For people with mild-to-moderate eczema, topical immunomodulators (TIMs) can help. TIMS -- including brand name products Protopic and Elidel -- work by altering the body's immune response to allergens, preventing flare ups. However, in 2005, the FDA warned doctors to prescribe Elidel and Protopic with caution due to concerns over a possible cancer risk associated with their use. The two medications have an FDA "black box" warning on their packaging to alert doctors and patients to these potential risks. The warning advises doctors to prescribe short-term use of Elidel and Protopic only after other available eczema treatments have failed in adults and children over the age of 2.

Other drugs that might be used for patients with eczema include antibiotics (to treat infected skin) and antihistamines (to help control itching).

Phototherapy is another treatment that helps some people with eczema. The ultraviolet light waves found in sunlight have been shown to benefit certain skin disorders, including eczema. Phototherapy uses ultraviolet light, either ultraviolet A (UVA) or ultraviolet B (UVB), from special lamps to treat people with severe eczema.

Risks associated with phototherapy include burning (usually resembling a mild sunburn), dry skin, itchy skin, freckling, and possible premature aging of the skin. Your health care professionals will work with you to minimize any risks.

Can Atopic Eczema Be Prevented?

Currently, there is no effective strategy for preventing atopic eczema, but the symptoms of the condition can improve. To improve the signs of eczema: 

  • Reduce stress
  • Avoid scratchy materials (for example, wool) and chemicals such as harsh soaps, detergents, and solvents
  • Moisturize frequently
  • Avoid sudden changes in temperature or humidity
  • Avoid situations that cause sweating and overheating

 

Granuloma Annulare and Your Skin

Granuloma annulare is a chronic skin condition that consists of a circular-shaped rash with reddish bumps (papules).

Most often, the condition affects children and young adults.

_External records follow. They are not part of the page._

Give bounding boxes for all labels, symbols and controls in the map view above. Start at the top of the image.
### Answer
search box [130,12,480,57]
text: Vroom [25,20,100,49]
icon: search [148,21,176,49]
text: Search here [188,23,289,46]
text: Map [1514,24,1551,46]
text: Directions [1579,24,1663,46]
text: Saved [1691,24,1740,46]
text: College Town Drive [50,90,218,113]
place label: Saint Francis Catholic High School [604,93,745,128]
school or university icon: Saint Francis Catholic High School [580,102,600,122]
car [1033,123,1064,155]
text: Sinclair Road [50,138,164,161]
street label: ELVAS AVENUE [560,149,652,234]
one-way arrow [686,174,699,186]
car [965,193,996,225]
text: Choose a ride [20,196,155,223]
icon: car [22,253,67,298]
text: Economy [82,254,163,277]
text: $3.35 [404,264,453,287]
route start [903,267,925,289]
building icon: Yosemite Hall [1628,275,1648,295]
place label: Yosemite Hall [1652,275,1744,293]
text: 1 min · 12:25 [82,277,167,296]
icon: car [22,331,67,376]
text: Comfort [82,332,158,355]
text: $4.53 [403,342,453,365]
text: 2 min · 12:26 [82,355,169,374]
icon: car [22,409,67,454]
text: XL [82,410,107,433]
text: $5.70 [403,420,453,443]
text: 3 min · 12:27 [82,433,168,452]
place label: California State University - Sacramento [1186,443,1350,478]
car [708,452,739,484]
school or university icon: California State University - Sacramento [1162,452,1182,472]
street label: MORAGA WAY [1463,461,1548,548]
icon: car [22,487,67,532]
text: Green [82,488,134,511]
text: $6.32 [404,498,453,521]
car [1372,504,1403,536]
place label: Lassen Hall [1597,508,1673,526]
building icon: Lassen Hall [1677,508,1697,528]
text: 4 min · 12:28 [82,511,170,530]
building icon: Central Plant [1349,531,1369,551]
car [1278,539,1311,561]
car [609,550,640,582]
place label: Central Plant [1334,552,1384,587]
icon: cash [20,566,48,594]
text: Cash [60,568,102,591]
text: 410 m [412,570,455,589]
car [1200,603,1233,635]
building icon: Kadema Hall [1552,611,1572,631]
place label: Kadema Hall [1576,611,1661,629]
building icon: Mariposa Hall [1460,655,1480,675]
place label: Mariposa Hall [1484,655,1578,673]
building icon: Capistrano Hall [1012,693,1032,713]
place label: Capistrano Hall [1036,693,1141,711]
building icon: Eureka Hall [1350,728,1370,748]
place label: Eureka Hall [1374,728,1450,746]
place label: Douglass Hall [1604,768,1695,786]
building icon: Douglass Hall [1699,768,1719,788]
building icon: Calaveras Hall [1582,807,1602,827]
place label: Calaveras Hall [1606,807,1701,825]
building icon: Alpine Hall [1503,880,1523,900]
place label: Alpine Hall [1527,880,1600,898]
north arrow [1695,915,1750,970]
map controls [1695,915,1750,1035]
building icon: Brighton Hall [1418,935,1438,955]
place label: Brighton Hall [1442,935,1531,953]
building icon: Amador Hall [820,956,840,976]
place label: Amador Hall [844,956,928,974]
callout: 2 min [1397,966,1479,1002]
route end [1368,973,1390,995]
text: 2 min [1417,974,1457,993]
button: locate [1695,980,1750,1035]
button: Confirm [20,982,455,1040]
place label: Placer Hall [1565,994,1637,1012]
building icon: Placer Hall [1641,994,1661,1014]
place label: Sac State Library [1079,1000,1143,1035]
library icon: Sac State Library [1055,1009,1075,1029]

Granuloma annulare is slightly more common in girls and usually is seen in people who are otherwise healthy.

What Causes Granuloma Annulare?

The cause of granuloma annulare is unknown. 

What Are the Symptoms of Granuloma Annulare?

People who have granuloma annulare usually notice a ring of small, firm bumps over the backs of the forearms, hands, or feet. More than one ring may be noticed in some cases. The rash may be mildly itchy.